WHAT THE TASK ASKS — Where a line of the data holds the word "compass", copy that line.

Collected data entries:

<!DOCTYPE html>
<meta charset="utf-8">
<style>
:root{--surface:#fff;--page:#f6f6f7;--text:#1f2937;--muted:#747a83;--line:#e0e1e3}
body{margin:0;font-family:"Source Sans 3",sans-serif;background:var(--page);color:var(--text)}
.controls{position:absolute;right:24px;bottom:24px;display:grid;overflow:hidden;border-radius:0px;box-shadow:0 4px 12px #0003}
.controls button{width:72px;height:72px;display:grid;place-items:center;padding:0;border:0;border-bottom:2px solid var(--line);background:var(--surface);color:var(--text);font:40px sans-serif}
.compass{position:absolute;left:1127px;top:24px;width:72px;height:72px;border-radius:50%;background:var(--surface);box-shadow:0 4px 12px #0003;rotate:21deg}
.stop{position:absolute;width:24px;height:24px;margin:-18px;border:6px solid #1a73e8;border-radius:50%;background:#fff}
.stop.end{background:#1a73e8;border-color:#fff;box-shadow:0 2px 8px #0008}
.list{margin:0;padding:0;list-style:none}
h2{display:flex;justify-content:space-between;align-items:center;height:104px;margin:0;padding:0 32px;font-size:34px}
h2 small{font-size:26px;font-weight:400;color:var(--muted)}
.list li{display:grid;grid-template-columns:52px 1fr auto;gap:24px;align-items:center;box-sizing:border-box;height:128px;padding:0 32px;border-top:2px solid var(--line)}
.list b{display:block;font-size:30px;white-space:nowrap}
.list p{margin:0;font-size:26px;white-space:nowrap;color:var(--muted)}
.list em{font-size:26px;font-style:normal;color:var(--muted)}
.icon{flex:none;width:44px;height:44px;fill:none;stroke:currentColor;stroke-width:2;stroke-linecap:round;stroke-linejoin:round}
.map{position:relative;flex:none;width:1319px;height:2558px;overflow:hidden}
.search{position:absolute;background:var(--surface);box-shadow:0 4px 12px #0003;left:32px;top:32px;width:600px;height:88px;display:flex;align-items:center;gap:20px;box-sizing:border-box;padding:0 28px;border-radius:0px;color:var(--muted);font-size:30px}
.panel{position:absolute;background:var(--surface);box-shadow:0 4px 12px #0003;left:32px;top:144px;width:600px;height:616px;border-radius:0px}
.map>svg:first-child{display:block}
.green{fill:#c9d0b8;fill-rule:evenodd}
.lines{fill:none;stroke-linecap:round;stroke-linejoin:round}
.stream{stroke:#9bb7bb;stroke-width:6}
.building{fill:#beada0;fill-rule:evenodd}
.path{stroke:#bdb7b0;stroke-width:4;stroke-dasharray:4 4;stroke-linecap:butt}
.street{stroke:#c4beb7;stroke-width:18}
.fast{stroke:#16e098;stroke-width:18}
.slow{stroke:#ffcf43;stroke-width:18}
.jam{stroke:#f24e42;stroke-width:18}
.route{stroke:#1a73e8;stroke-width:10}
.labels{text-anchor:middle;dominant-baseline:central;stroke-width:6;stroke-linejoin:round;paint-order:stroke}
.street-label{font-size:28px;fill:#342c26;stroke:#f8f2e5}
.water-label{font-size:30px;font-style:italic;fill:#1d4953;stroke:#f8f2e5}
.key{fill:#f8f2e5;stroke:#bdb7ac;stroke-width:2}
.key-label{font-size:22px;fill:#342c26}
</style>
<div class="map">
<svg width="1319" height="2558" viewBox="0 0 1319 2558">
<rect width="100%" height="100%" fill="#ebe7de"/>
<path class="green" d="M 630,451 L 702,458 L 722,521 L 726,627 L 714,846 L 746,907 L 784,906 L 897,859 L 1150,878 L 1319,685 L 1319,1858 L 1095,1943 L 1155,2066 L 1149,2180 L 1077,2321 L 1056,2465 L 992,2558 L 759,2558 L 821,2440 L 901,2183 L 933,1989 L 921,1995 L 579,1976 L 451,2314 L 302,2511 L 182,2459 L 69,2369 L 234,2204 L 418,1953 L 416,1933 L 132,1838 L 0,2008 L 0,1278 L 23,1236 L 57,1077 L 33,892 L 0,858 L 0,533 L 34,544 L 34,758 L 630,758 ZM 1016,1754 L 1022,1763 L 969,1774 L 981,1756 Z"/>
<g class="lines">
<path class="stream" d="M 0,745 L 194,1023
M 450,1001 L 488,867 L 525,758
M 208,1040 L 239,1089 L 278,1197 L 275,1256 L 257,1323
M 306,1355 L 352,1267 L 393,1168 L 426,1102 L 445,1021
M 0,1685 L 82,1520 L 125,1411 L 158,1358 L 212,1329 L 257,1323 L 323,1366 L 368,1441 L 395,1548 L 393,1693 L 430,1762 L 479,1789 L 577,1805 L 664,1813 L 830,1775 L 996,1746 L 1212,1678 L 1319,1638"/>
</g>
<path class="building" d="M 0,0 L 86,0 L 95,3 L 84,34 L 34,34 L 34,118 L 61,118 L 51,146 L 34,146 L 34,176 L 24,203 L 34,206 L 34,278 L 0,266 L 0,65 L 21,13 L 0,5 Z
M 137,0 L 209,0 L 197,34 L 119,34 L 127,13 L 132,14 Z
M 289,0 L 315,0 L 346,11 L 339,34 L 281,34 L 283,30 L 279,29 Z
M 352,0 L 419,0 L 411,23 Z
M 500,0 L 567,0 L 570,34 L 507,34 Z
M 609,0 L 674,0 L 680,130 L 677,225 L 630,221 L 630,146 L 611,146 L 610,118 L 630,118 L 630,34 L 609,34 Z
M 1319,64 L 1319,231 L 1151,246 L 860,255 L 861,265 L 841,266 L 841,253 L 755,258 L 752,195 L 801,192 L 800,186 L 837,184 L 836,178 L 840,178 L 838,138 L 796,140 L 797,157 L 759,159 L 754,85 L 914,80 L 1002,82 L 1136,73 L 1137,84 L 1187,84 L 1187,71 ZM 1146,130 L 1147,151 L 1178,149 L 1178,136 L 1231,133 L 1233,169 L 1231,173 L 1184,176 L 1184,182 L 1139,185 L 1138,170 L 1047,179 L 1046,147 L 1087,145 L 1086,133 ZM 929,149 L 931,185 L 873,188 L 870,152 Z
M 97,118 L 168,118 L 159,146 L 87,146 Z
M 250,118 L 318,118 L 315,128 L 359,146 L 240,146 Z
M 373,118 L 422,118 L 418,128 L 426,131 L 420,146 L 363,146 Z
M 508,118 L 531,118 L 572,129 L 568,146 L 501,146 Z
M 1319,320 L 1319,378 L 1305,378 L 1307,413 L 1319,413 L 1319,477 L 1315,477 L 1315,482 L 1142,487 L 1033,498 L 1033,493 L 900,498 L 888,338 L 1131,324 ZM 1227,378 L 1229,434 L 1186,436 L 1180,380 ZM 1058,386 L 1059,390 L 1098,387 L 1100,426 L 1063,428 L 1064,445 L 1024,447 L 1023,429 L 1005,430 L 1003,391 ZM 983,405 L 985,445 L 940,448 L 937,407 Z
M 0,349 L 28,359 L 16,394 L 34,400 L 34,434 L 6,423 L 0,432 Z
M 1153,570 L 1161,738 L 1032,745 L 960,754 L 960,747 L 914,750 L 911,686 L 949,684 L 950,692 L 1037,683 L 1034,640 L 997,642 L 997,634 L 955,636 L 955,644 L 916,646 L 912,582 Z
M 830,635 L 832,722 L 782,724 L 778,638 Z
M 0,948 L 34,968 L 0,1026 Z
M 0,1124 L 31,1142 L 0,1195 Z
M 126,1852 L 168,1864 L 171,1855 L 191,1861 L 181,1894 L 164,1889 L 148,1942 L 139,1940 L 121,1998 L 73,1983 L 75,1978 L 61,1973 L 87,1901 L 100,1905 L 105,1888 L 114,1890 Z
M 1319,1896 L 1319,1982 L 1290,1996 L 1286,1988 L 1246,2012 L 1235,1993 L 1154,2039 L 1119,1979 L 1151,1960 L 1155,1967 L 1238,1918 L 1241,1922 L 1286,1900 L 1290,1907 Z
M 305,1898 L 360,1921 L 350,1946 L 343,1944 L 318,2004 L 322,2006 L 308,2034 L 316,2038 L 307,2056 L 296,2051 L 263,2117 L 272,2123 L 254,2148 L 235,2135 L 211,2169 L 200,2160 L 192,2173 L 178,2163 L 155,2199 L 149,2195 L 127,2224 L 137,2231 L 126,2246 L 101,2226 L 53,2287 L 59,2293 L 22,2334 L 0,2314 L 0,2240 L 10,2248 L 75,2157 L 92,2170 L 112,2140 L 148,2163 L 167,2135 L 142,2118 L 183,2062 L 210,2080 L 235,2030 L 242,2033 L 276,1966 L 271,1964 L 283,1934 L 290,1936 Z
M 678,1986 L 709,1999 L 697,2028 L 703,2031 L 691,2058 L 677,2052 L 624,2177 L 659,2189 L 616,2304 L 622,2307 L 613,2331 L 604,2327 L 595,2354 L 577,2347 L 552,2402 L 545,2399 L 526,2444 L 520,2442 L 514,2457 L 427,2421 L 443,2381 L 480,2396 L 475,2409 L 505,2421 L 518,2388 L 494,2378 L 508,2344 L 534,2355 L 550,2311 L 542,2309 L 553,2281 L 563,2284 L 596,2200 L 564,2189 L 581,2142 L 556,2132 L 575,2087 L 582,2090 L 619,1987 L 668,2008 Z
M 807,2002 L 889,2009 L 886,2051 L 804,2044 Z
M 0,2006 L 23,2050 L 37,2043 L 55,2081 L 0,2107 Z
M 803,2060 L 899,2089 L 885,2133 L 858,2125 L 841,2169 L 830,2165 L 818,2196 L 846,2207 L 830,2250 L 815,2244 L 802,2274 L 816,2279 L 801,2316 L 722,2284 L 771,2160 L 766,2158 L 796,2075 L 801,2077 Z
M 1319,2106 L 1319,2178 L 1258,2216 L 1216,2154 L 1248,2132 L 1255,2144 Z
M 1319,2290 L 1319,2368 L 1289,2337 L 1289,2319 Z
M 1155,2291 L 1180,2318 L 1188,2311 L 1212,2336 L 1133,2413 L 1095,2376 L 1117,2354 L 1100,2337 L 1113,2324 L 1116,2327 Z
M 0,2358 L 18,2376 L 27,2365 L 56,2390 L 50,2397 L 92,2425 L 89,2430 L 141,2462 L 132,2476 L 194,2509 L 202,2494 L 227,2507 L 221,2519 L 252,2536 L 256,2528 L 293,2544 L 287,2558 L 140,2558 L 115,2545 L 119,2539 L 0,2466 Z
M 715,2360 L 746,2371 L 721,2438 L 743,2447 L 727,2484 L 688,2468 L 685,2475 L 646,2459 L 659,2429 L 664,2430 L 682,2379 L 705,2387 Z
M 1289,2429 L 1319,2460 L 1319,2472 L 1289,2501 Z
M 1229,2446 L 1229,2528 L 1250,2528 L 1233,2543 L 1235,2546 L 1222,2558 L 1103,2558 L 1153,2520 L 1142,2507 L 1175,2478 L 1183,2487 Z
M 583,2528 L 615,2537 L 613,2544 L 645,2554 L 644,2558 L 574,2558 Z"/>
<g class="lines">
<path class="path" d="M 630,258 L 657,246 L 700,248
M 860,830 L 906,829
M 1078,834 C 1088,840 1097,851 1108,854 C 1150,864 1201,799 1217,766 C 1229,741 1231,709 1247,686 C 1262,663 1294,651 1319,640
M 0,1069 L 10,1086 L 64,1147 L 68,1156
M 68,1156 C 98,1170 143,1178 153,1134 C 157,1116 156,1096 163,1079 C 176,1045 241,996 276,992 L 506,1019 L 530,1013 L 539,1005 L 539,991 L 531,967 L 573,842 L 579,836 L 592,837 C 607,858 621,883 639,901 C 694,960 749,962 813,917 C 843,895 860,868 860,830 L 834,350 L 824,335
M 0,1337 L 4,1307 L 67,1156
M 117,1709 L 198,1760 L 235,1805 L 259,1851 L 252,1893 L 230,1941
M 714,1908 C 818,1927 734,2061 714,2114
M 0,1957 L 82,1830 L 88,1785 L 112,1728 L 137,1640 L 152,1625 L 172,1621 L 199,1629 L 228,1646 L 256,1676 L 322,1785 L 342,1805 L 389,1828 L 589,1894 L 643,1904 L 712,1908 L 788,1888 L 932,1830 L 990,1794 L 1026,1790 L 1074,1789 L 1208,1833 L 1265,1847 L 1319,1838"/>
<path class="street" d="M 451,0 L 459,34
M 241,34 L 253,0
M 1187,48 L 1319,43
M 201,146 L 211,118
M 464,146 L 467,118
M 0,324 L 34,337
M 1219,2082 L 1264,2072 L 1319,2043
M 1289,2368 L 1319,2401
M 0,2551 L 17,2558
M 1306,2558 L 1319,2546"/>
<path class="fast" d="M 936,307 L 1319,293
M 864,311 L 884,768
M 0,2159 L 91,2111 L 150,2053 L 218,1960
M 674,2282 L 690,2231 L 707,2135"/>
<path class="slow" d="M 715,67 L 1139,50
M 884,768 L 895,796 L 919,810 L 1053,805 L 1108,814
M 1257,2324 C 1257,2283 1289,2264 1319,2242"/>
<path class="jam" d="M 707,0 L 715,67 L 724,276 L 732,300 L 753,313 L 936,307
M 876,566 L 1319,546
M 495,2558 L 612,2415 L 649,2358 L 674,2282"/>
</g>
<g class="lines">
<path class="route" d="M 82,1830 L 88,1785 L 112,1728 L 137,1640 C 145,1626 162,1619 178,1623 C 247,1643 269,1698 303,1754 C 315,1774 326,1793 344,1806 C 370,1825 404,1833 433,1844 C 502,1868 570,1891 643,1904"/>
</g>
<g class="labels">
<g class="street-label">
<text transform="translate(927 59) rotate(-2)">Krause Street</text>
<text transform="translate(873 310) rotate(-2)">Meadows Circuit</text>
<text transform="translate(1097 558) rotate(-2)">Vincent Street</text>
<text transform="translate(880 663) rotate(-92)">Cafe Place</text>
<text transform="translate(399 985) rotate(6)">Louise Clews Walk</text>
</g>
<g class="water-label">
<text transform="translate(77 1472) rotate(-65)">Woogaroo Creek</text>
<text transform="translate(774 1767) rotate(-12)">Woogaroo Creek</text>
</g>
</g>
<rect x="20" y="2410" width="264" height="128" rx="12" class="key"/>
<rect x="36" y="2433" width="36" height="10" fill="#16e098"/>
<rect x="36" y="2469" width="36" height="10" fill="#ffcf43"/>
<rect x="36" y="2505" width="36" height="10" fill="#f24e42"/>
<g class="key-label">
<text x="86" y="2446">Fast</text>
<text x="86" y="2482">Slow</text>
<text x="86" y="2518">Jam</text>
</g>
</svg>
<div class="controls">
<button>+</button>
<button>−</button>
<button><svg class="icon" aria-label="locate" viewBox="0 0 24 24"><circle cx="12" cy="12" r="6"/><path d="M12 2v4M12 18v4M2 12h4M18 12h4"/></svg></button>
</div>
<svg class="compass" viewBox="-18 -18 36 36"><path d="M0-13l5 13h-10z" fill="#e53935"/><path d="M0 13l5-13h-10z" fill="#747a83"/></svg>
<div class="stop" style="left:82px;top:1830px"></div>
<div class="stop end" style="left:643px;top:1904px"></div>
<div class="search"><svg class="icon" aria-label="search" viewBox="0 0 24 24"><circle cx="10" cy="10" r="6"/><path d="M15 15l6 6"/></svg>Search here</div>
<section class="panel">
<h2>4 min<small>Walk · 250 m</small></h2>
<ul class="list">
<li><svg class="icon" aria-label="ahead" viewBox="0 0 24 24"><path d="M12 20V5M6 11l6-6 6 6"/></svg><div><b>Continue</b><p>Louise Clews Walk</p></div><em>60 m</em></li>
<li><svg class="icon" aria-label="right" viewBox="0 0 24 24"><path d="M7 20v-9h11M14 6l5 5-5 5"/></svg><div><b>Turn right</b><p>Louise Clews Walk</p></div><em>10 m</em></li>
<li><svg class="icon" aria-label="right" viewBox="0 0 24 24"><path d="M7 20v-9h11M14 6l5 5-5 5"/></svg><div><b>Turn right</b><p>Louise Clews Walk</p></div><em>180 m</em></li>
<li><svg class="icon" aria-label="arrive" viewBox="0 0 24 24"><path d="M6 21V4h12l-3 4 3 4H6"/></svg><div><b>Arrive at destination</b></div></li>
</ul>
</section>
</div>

SOLVED PROBLEM —
.compass{position:absolute;left:1127px;top:24px;width:72px;height:72px;border-radius:50%;background:var(--surface);box-shadow:0 4px 12px #0003;rotate:21deg}
<svg class="compass" viewBox="-18 -18 36 36"><path d="M0-13l5 13h-10z" fill="#e53935"/><path d="M0 13l5-13h-10z" fill="#747a83"/></svg>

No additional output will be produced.